Are they worried that their project is going to be called "cooch"? It seems likely to severely inhibit uptake.

it's pronounced more like "cutch" (well, for me it is anyway) :))

if the name bothers, it can be forked. looking forward to "yCont" messenger!

  • I noticed that while the website says /kʊtʃ/, wikipedia's page on Welsh orthography suggests that it should be /kʊtχ/ or /kutχ/, Google Translate's automatic audio seems to produce /kotχ/ [not a typo], and the pages on Welsh orthography/phonology together suggest that /tʃ/ should be spelled "ti" [if a following vowel exists, which it doesn't here] or "ts" [regardless of whether a following vowel exists, with examples, both loanwords from English, of "tsips" [chips] and "wats" [watch]].

    But I don't know anything more about Welsh than what wikipedia offers. Do you know what's going on with their suggested spelling/pronunciation?

    (Wiktionary has /kʊtʃ/ for the pronunciation of the English word "cwtch"; the Welsh word is given with the same pronunciation, but the spelling "cwtsh", which is equally weird as far as the material above goes. The etymology does tend to support /tʃ/ in cwtsh - it's a loan of the English word "couch".)

    > it's pronounced more like "cutch" (well, for me it is anyway)

    I would have to pronounce "cutch" as /kʌtʃ/. /ʊ/ exists (put / foot / look / nook ...), but there isn't a conventional way to spell it so it's unlikely to be used for unfamiliar words. But /kutʃ/ "benefits" from not being unfamiliar to anyone... and one of the very few things I did know about Welsh is that "w" represents /u/.

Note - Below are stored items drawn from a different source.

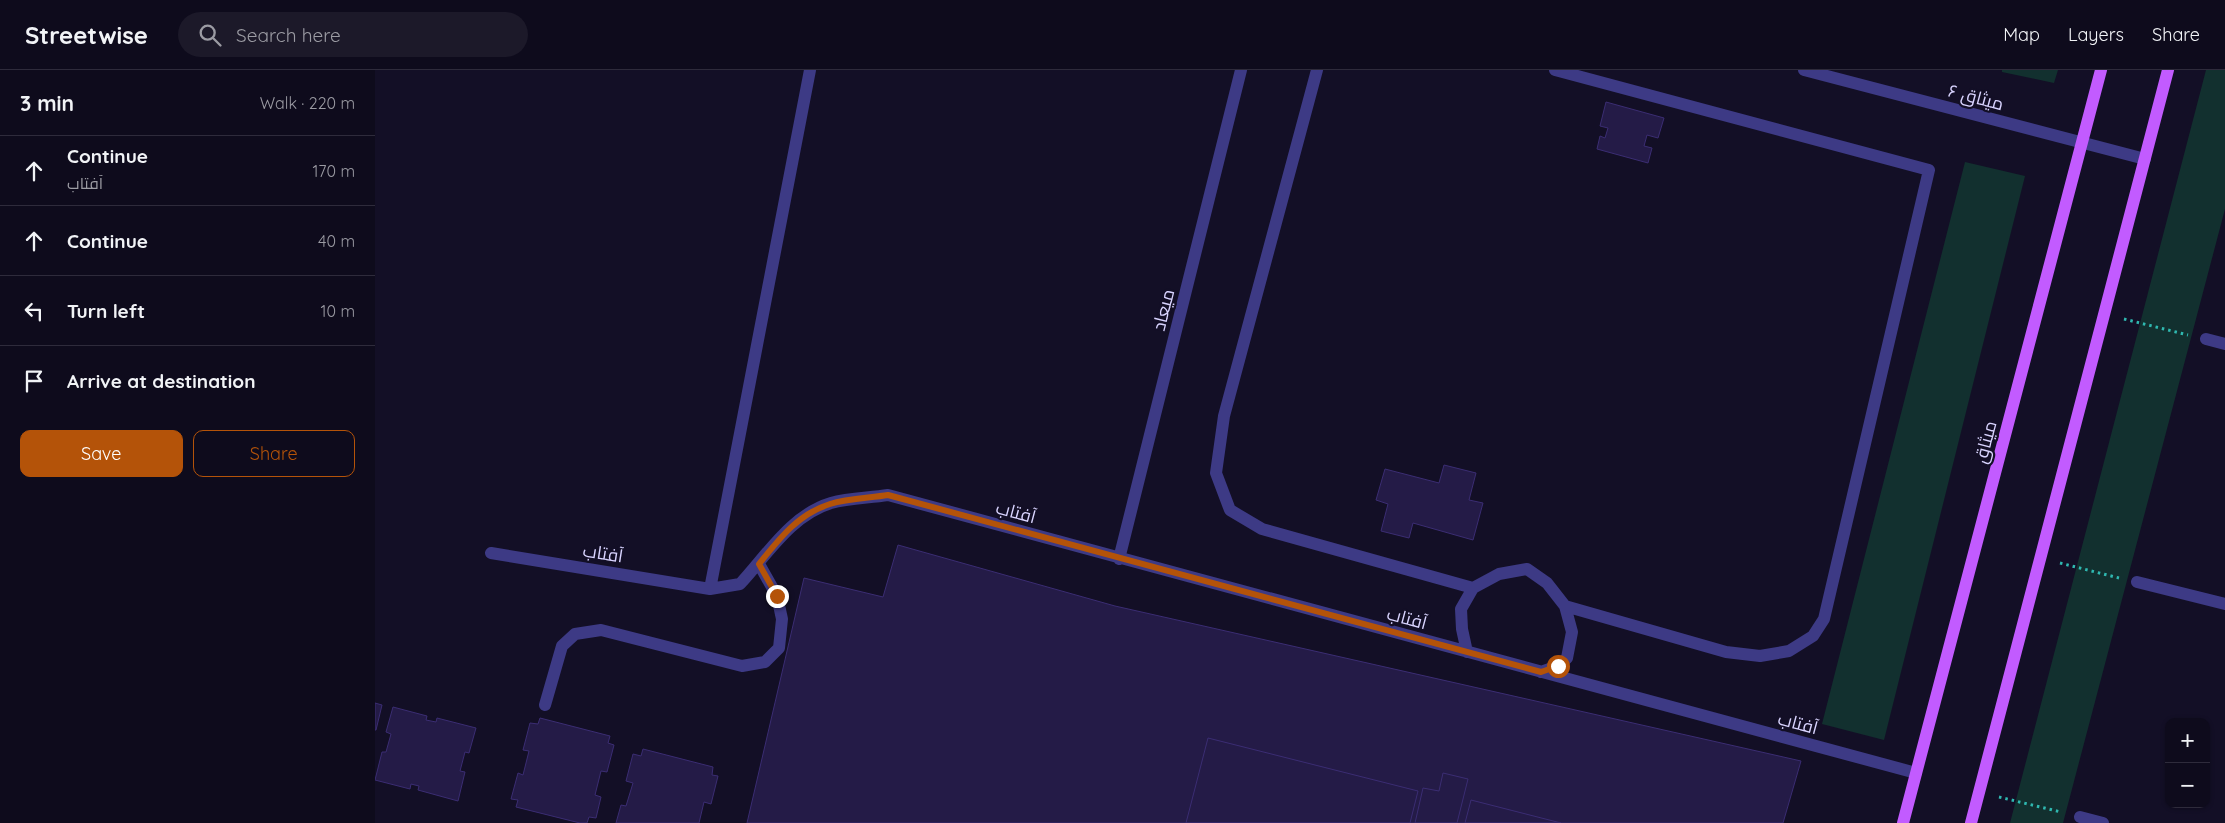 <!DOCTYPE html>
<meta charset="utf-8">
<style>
body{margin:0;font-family:Quicksand,Cairo,sans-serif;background:#1c1929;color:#f1f3f6}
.controls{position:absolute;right:15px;bottom:15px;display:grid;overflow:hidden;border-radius:10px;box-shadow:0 1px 4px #0004}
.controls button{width:45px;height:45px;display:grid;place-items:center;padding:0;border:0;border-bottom:1px solid #2e2b3b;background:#0e0b1c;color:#f1f3f6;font:25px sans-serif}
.stop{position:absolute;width:15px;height:15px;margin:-11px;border:4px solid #b45309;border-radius:50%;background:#fff}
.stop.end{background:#b45309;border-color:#fff;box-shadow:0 1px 5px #0008}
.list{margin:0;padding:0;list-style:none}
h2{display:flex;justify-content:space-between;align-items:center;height:65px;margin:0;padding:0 20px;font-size:21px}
h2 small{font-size:16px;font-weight:400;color:#9b9ba3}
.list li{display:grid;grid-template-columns:32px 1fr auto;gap:15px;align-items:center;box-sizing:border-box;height:70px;padding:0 20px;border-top:1px solid #2e2b3b}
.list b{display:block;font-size:19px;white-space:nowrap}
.list p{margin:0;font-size:16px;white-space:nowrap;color:#9b9ba3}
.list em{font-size:16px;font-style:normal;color:#9b9ba3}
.actions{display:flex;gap:10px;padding:15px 20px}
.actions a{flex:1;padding:11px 0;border:1px solid #b45309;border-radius:10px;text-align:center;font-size:18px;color:#b45309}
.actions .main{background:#b45309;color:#fff}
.icon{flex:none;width:28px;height:28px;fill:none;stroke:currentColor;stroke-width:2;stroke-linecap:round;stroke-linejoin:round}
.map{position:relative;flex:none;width:1850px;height:753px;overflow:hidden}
header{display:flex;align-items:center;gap:30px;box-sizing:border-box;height:70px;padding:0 25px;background:#0e0b1c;border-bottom:1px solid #2e2b3b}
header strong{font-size:24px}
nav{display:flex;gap:28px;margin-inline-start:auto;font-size:18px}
.search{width:350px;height:45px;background:#1c1929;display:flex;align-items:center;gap:12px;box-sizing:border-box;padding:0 18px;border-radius:28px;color:#9b9ba3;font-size:19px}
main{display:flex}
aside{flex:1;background:#0e0b1c}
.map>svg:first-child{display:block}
</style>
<header>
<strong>Streetwise</strong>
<div class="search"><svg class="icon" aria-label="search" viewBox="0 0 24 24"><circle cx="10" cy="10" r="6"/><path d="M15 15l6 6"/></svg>Search here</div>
<nav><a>Map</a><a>Layers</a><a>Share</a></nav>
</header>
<main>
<aside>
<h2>3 min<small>Walk · 220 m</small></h2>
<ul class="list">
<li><svg class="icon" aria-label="ahead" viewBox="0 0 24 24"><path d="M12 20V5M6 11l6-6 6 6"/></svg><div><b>Continue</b><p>آفتاب</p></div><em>170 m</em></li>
<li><svg class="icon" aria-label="ahead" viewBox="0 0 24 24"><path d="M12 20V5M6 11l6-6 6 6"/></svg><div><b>Continue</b></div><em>40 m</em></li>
<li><svg class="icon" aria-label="left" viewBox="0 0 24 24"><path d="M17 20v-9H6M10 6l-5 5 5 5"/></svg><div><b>Turn left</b></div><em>10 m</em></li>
<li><svg class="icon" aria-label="arrive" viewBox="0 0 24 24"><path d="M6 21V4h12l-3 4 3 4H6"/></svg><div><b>Arrive at destination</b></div></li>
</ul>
<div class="actions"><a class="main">Save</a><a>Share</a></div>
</aside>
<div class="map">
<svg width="1850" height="753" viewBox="0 0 1850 753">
<rect width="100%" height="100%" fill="#130f26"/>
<!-- green -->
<path fill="#12302f" d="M1627,0H1683L1679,13L1627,2Z
M1831,0H1850V139L1688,753H1635Z
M1590,92L1650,106L1509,670L1447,654Z"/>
<!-- building -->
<path fill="#241b47" stroke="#3b2d73" d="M1231,32L1289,48L1283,68L1272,65L1269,76L1277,78L1273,93L1222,79L1225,66L1230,68L1233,58L1225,56Z
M1069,395L1101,403L1094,430L1108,433L1098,470L1038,453L1034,468L1006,461L1013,434L1001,430L1010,399L1064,413Z
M523,475L740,536L1426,691L1408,753H372L429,508L508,527Z
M0,633L7,635L1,660H0Z
M18,637L52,646L51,650L61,652L62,648L101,658L94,683L90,682L85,701L90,702L83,731L43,720L44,716L36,714L35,719L0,710L7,682H11L16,664L11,662Z
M165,648L235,666L233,673L239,675L232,702L226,701L220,725L226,727L221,748L214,747L212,753H205L141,737L143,730L136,729L143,703L148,705L154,681L148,680L155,653L163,654Z
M833,668L1043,721L1035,753H811Z
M268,679L338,697L337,705L343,706L336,734L329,732L324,753H241L246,735L251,736L258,713L251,711L258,684L266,686Z
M1068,703L1093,709L1082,753H1040L1048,718L1064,721Z
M1096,730L1186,753H1090Z"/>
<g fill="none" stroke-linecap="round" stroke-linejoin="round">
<!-- path -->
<path stroke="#2fb8b0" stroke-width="3" stroke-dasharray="2.5 4" stroke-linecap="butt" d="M1749,249L1813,265
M1685,493L1744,508
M1624,727L1686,742"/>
<!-- minor -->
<path stroke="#3d3a85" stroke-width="12" d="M942,0L849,346L841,403L855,440L887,459L1098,518
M1180,0L1554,100L1449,549L1438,566L1414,581L1385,586L1351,582L1190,536
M1429,0L1770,89
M1831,269L1850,274
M116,483L335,519L365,514C392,485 416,445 456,433C474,428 494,428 513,425L1541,703
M744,489L866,0
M1762,512L1850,534
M335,519L435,0
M1092,582L1087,559L1086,539L1098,518L1124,504L1152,499L1172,513L1190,536L1197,562L1192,588L1183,596L1166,602
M170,635L187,576L200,564L226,560L367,596L390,592L404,578L407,549L402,526L384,494
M1705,747L1728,753"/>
<!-- major -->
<path stroke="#c25bff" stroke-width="12" d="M1528,753L1726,0
M1596,753L1793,0"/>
</g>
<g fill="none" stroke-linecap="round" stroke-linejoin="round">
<!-- route -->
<path stroke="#b45309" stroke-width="6" d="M402,526L384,494C404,469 423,444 455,434C473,428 495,428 513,425L1166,602L1183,596"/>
</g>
<g text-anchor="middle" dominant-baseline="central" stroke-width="4.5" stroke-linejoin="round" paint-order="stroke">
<!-- street labels -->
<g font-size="18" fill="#d9d4ff" stroke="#130f26">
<text transform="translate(1601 27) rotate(15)">میثاق ۶</text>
<text transform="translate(788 240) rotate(-76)">میعاد</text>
<text transform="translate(1610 372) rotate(-75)">میثاق</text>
<text transform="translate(641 442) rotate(15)">آفتاب</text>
<text transform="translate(228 483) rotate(9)">آفتاب</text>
<text transform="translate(1032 548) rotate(15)">آفتاب</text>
<text transform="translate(1423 653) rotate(15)">آفتاب</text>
</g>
</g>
</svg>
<div class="controls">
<button>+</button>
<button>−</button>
</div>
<div class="stop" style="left:1183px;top:596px"></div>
<div class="stop end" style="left:402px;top:526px"></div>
</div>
</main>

    • > Do you know what's going on with their suggested spelling/pronunciation?

      "Cwtch" was/is more common in casual conversation in South Wales (where fluent spoken Welsh is less common, but Welsh words are still used in both English and mixed language contexts). See: https://en.wikipedia.org/wiki/Cwtch for a summary of the cross-language context.

    • In my experience most English dialects don't have a better approximant for "voiceless uvular fricative" and so I don't think it's a terrible clwdge.

      3 replies →

    • Chips generally is sglodion, else just siop chips. I’d include the χ but it’s more like a tsh.